Personal information
- Nicknames: The Singing Boxer, Young Dyer
- Nationality: British
- Born: Frederick William O'Dwyer 29 April 1888 Cardiff, Wales
- Died: unknown
- Height: 1.73 m (5 ft 8 in)
- Weight: Welterweight

Boxing career

Boxing record
- Total fights: 72
- Wins: 44
- Win by KO: 14
- Losses: 20
- Draws: 6
- No contests: 2

= Fred Dyer =

Welsh singer and boxer

Fred Dyer born Frederick William O'Dwyer (29 April 1888 – date of death unknown), was a Welsh boxing champion, boxing manager and baritone singer. Trained by vocal teacher Clara Novello Davies, Dyer was famed for singing to audiences after he had fought in a contest and was nicknamed 'The Singing Boxer'.

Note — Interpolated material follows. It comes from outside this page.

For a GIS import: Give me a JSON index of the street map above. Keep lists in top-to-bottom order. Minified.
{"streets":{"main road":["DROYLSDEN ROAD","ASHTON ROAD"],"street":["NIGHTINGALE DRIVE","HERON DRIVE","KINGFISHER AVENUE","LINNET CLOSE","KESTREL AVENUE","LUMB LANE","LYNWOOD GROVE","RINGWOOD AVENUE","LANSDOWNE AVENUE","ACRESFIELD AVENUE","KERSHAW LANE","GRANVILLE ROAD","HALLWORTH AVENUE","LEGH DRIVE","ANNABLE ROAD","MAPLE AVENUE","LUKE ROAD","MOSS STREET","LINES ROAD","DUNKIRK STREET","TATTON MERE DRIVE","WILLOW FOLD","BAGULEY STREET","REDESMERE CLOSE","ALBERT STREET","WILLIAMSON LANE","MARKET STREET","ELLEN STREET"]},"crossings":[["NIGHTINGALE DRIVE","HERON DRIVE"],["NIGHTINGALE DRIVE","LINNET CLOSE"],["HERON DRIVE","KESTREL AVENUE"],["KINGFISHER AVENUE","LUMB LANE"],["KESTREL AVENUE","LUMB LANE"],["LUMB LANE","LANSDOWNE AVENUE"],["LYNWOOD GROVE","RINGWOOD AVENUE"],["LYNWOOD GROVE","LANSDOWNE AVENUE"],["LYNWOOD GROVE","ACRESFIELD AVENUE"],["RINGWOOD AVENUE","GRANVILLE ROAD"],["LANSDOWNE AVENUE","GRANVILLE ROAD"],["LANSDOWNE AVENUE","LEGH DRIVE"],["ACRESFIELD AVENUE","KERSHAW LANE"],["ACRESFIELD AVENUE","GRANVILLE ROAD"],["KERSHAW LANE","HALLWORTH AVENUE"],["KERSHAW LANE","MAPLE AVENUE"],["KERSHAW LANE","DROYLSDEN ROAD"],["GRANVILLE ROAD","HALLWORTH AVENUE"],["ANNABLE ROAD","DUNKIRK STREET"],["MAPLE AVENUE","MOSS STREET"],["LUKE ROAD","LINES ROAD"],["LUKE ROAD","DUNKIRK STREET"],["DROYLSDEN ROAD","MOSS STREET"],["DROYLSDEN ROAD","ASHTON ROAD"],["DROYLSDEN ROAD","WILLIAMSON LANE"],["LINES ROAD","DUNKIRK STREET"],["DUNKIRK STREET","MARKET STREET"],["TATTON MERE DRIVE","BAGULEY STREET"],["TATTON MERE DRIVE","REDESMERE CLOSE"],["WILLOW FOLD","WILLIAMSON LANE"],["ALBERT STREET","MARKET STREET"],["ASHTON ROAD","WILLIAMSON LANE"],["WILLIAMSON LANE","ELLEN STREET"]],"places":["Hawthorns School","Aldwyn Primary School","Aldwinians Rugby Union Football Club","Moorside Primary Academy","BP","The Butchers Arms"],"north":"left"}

In 1913 Dyer was briefly Wales welterweight champion when he beat Jack Delaney, who won the belt back just six weeks later. During his professional career Dyer took two overseas tours, to Australia from 1914 to 1915 and the United States from 1916 to 1919. Due to the time spent in Australia, he became eligible to contest for national titles, unsuccessfully challenging Les Darcy for the welterweight belt in 1915. The highpoint of his time in America, then during the 'no decision' era, was a win over Panama Joe Gans. Due to a knee injury, Dyer was refused active service during the First World War; instead he was recruited into the United States Army as a boxing instructor.

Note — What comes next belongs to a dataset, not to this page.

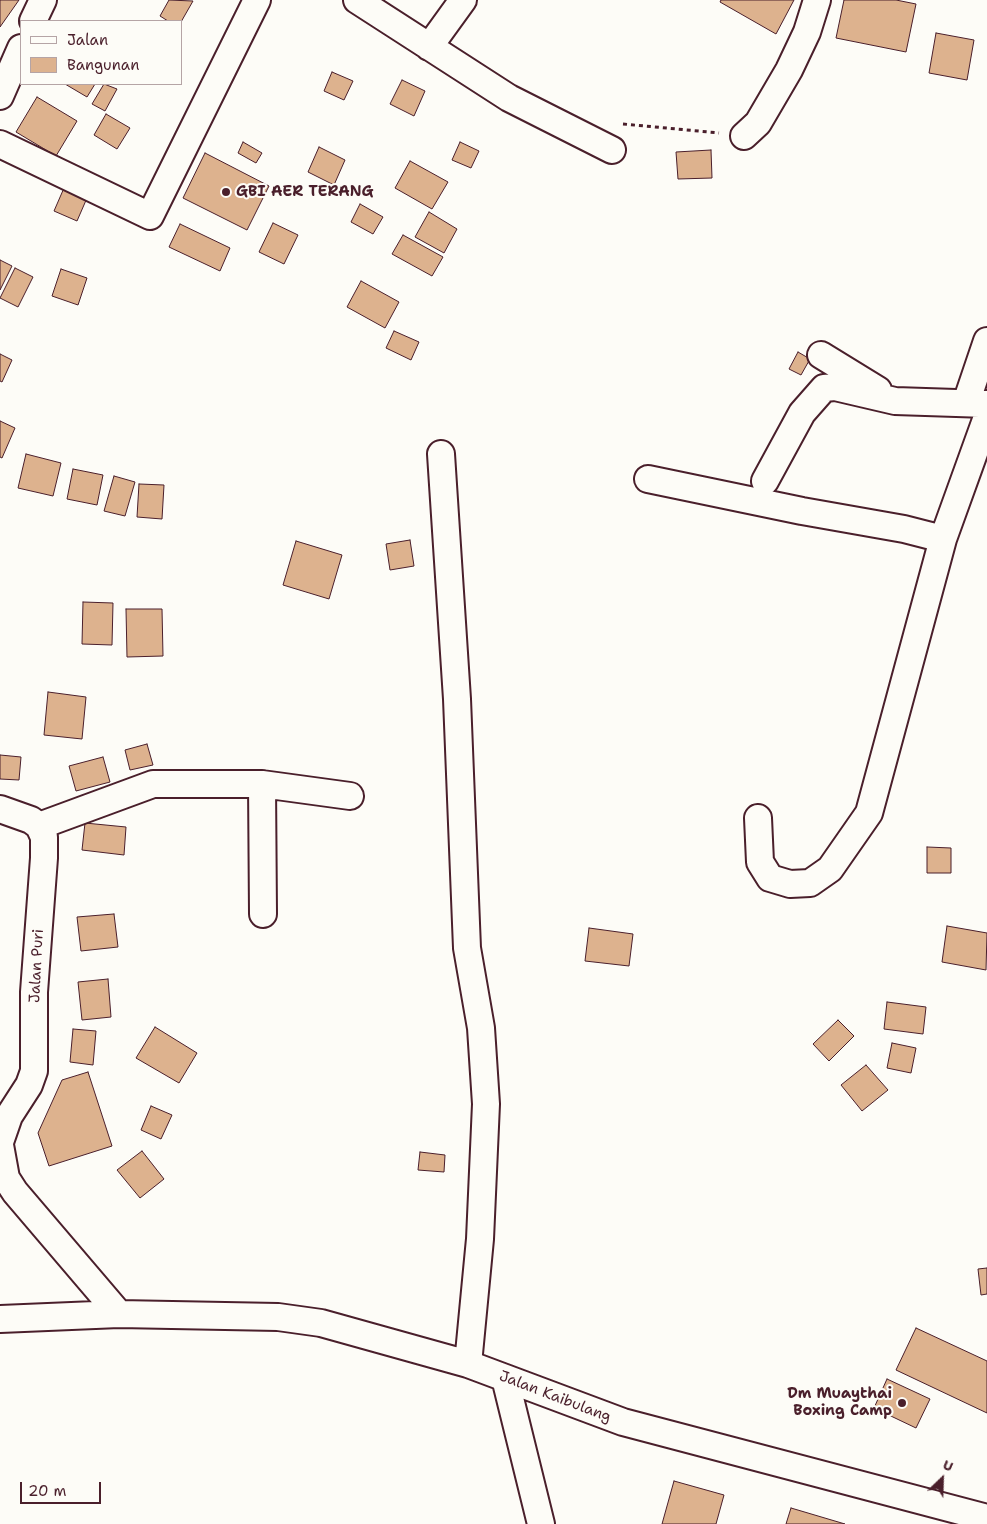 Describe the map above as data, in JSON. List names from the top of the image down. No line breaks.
{"streets":{"street":["Jalan Puri","Jalan Kaibulang"]},"crossings":[["Jalan Puri","Jalan Kaibulang"]],"places":["GBI AER TERANG","Dm Muaythai Boxing Camp"],"legend":["Jalan","Bangunan"],"scale_bar":"20 m","north":"top right"}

After retiring from fighting Dyer ran various boxing gyms in London, successfully managing British flyweight champion Bert Kirby. Dyer then became a physical culture coach and was at the forefront of a diet fad in the 1920s based on fruit and vegetable drinks. Little is known of his life after the Second World War and he faded into anonymity.

==History==

===Early life===
Dyer was born in 1888 in Cardiff, Wales to a Welsh mother and Irish father. Dyer's mother came from a musical background and was a member of the Royal Welsh Glee, while his father was a bare knuckle boxer. Dyer showed promise as a baritone singer and was trained by Clara Novello Davies, mother of Ivor Novello. He was also an impressive sportsman, as a swimmer and, like his father, a boxer; but his family's poverty decreed that he took up boxing over his singing to provide an income. Dyer fought in the travelling show booths for quick money, but when this was discovered by the amateur boxing association, it led to him being stripped of his amateur status, which in turn saw his hopes of competing at the 1908 Summer Olympics in boxing and in swimming dashed.

===Professional career===

====Welsh title====
Dyer turned professional in either 1909 or 1910. Boxrec record his first fight in July 1909 against Jack Delaney, a boxer who Dyer would challenge in 1913 for the Wales welterweight title. Boxing magazine reported in January 1910 that his fight against future British and European welterweight champion Johnny Basham was Dyer's debut fight. Both fights are recorded as victories for Dyer, but the fight against Basham, held in Newport on New Year's Day 1910, was reportedly held back too late at night to allow Dyer to fulfill matinee and evening singer engagements in Stoll's Panopticon in St. Mary's Street, Cardiff.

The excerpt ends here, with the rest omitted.